(Collection entries)
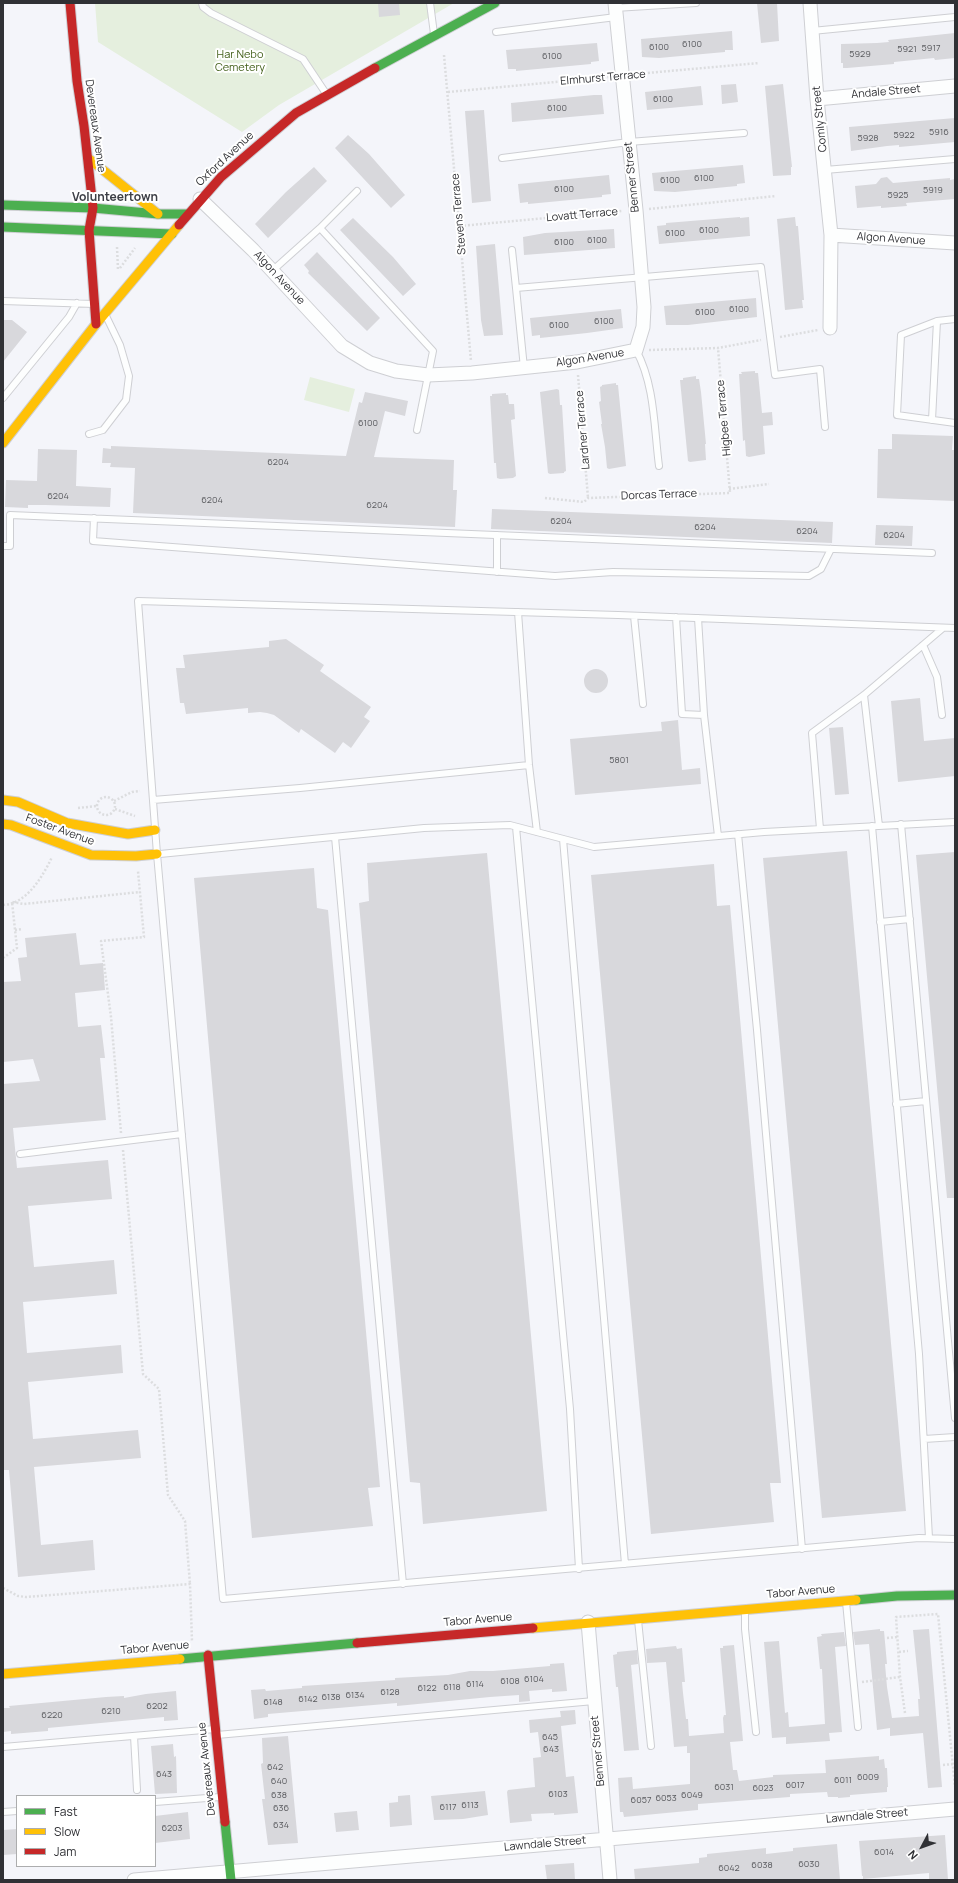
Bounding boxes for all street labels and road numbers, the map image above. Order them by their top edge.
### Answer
street label: Elmhurst Terrace [560,68,646,88]
street label: Devereaux Avenue [82,79,108,173]
street label: Andale Street [851,82,921,102]
street label: Comly Street [810,85,830,153]
street label: Oxford Avenue [193,129,257,189]
street label: Benner Street [622,141,642,213]
street label: Stevens Terrace [449,173,469,255]
street label: Lovatt Terrace [546,205,618,225]
street label: Algon Avenue [856,230,926,248]
street label: Algon Avenue [251,248,307,308]
street label: Algon Avenue [555,346,625,370]
street label: Higbee Terrace [714,379,734,457]
street label: Lardner Terrace [573,390,593,470]
street label: Dorcas Terrace [621,487,697,503]
street label: Foster Avenue [24,811,96,849]
street label: Tabor Avenue [766,1582,836,1602]
street label: Tabor Avenue [443,1610,513,1630]
street label: Tabor Avenue [120,1638,190,1658]
street label: Benner Street [588,1715,608,1787]
street label: Devereaux Avenue [196,1722,218,1816]
street label: Lawndale Street [825,1806,909,1826]
street label: Lawndale Street [503,1834,587,1854]

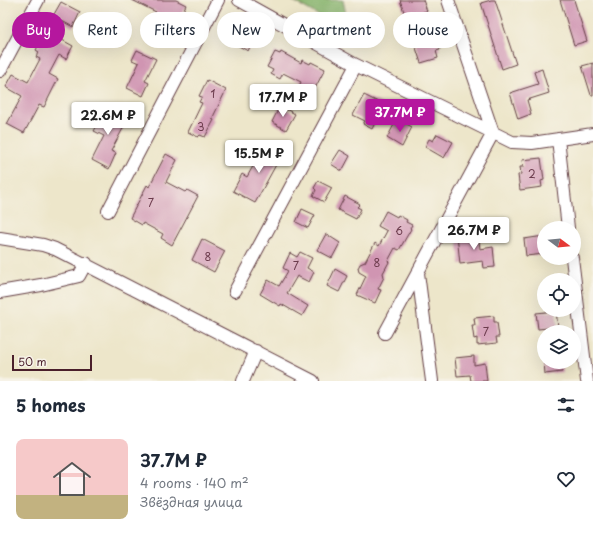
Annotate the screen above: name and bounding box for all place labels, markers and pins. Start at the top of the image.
pin: 17.7M ₽ [246,84,320,118]
pin: 37.7M ₽ [363,99,437,133]
pin: 22.6M ₽ [71,102,145,136]
pin: 15.5M ₽ [222,140,296,174]
pin: 26.7M ₽ [437,217,511,251]

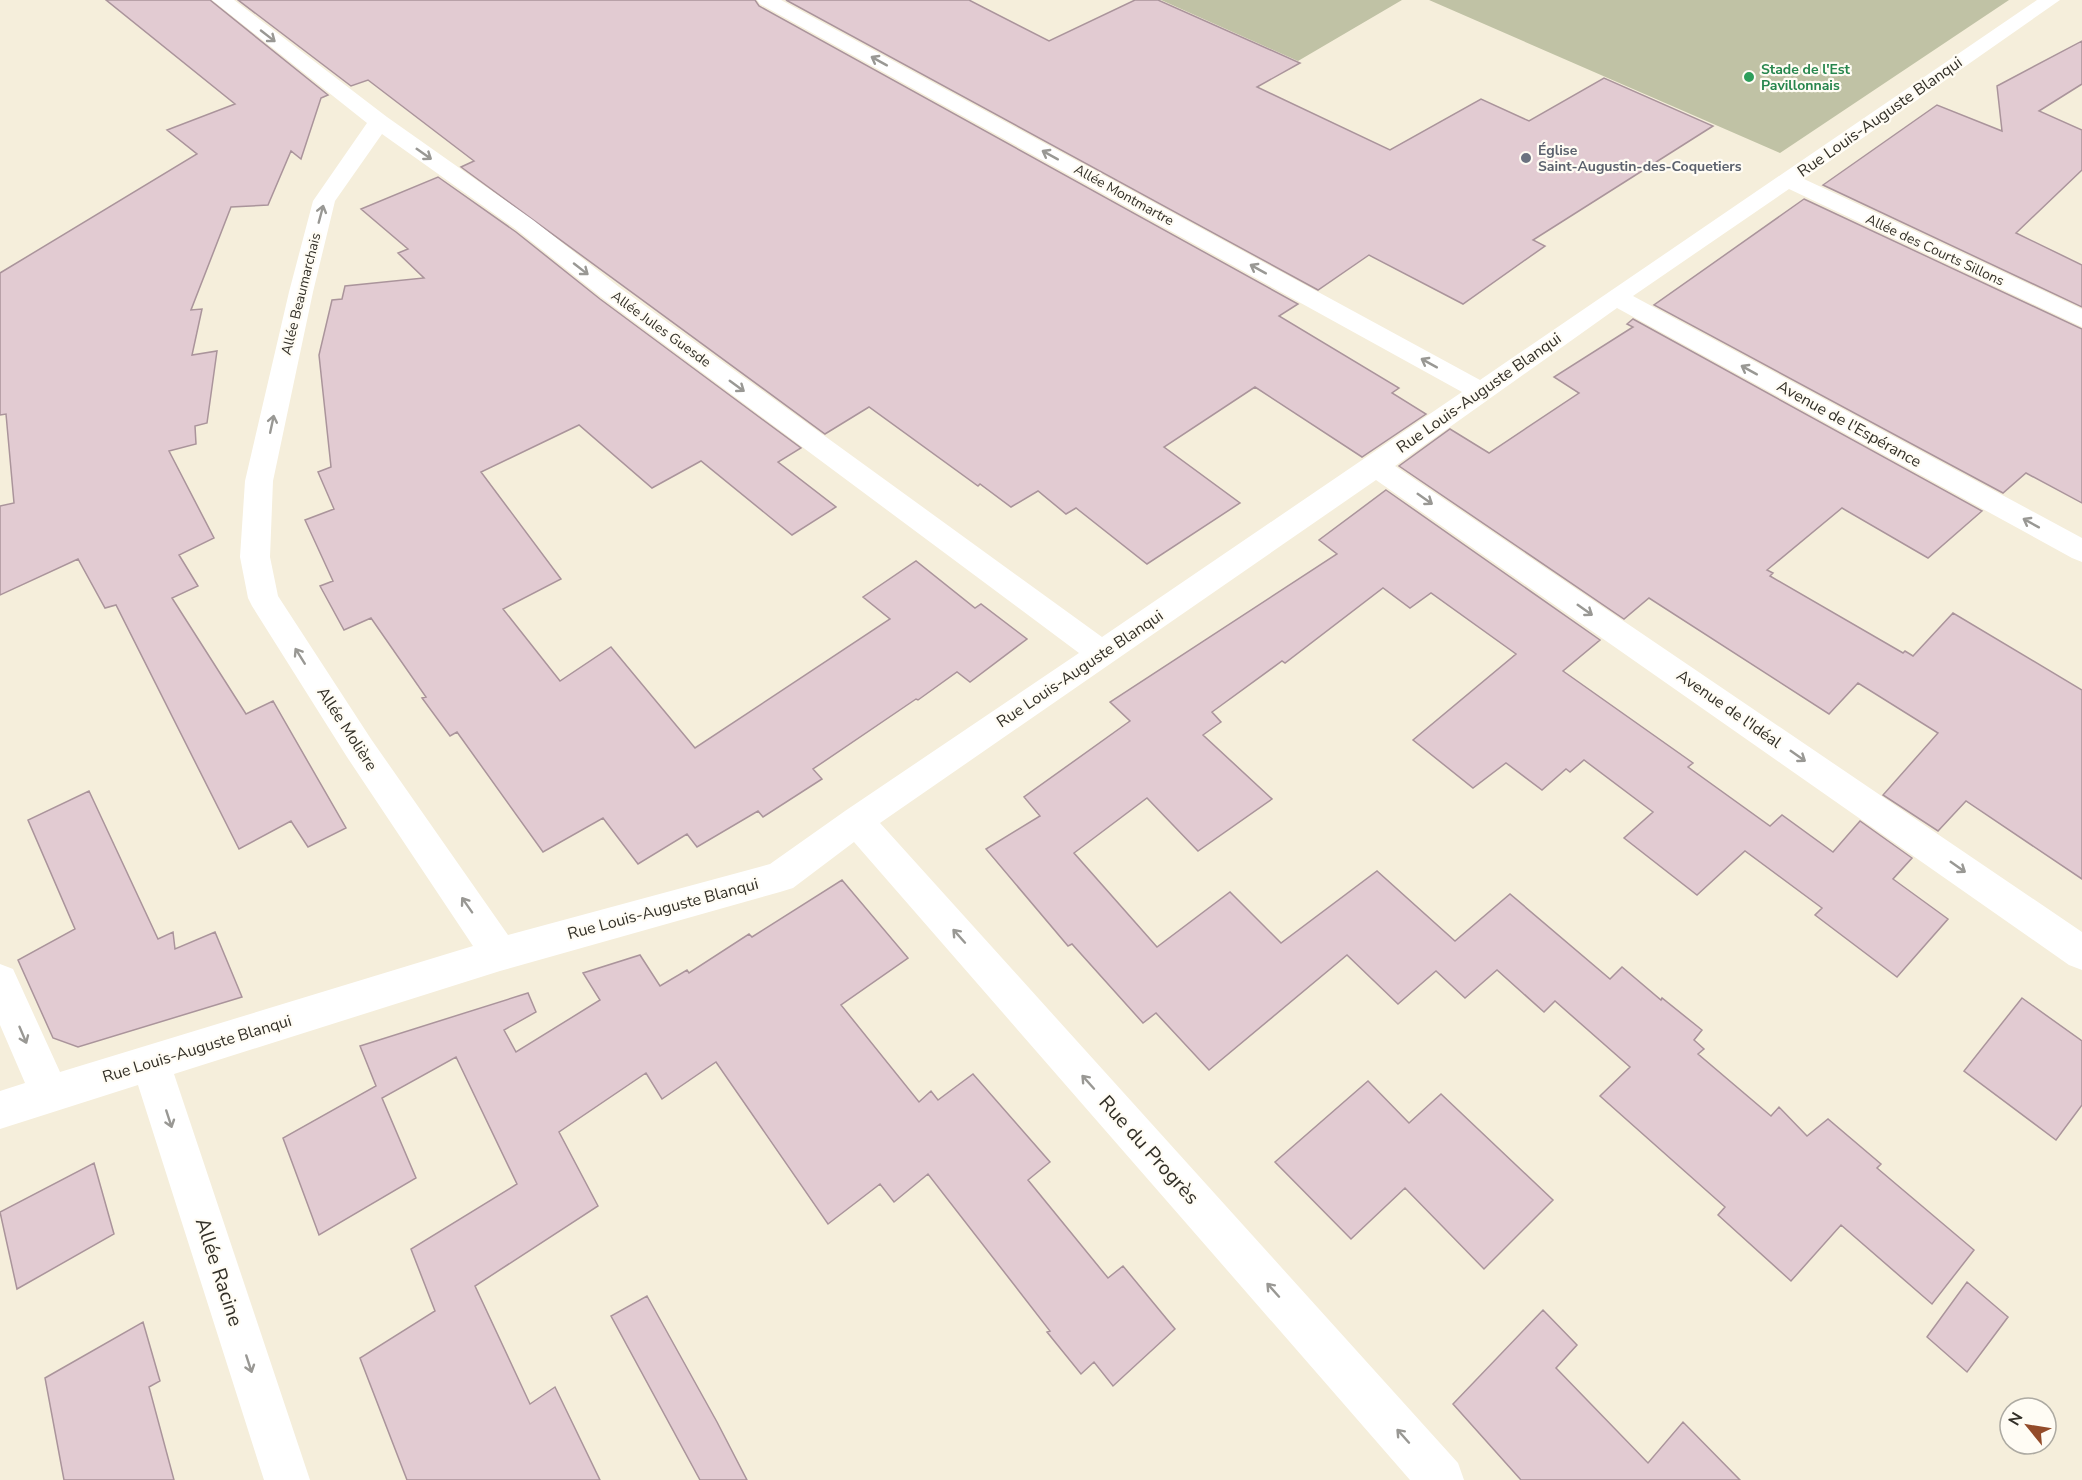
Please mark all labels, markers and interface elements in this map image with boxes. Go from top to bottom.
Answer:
one-way arrow [260,30,276,42]
street label: Rue Louis-Auguste Blanqui [1793,52,1967,182]
one-way arrow [871,55,889,66]
place label: Stade de l'Est Pavillonnais [1761,60,1851,95]
marker: Stade de l'Est Pavillonnais [1742,70,1756,84]
place label: Église Saint-Augustin-des-Coquetiers [1538,141,1742,176]
one-way arrow [415,148,431,160]
one-way arrow [1042,149,1060,160]
marker: Église Saint-Augustin-des-Coquetiers [1519,151,1533,165]
street label: Allée Montmartre [1071,160,1177,230]
one-way arrow [316,205,327,224]
street label: Allée des Courts Sillons [1863,210,2007,291]
street label: Allée Beaumarchais [277,231,325,357]
one-way arrow [573,263,589,276]
one-way arrow [1250,263,1267,275]
street label: Allée Jules Guesde [607,286,715,372]
street label: Rue Louis-Auguste Blanqui [1392,328,1566,458]
one-way arrow [1421,357,1438,369]
one-way arrow [1741,364,1758,376]
street label: Avenue de l'Espérance [1773,375,1925,473]
one-way arrow [729,379,745,392]
one-way arrow [266,415,278,434]
one-way arrow [1416,493,1432,505]
one-way arrow [2022,517,2040,528]
one-way arrow [1576,604,1593,616]
street label: Rue Louis-Auguste Blanqui [992,605,1168,733]
one-way arrow [294,648,306,665]
street label: Avenue de l'Idéal [1672,665,1786,754]
street label: Allée Molière [312,683,382,775]
one-way arrow [1789,750,1805,762]
one-way arrow [1949,861,1966,873]
street label: Rue Louis-Auguste Blanqui [565,873,761,945]
one-way arrow [461,898,473,914]
one-way arrow [952,928,966,943]
street label: Rue Louis-Auguste Blanqui [100,1010,294,1088]
one-way arrow [18,1025,29,1044]
one-way arrow [1081,1074,1095,1089]
street label: Rue du Progrès [1093,1090,1205,1210]
one-way arrow [164,1109,175,1128]
street label: Allée Racine [189,1214,249,1330]
one-way arrow [1266,1283,1280,1298]
one-way arrow [245,1354,256,1373]
north arrow [1998,1396,2058,1456]
text: N [2003,1408,2028,1430]
one-way arrow [1396,1429,1410,1444]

_WORK REQUEST_:
In the entries above, which lines hold the word "Blanqui"? Copy them out.

_ANSWER SECTION_:
street label: Rue Louis-Auguste Blanqui [1793,52,1967,182]
street label: Rue Louis-Auguste Blanqui [1392,328,1566,458]
street label: Rue Louis-Auguste Blanqui [992,605,1168,733]
street label: Rue Louis-Auguste Blanqui [565,873,761,945]
street label: Rue Louis-Auguste Blanqui [100,1010,294,1088]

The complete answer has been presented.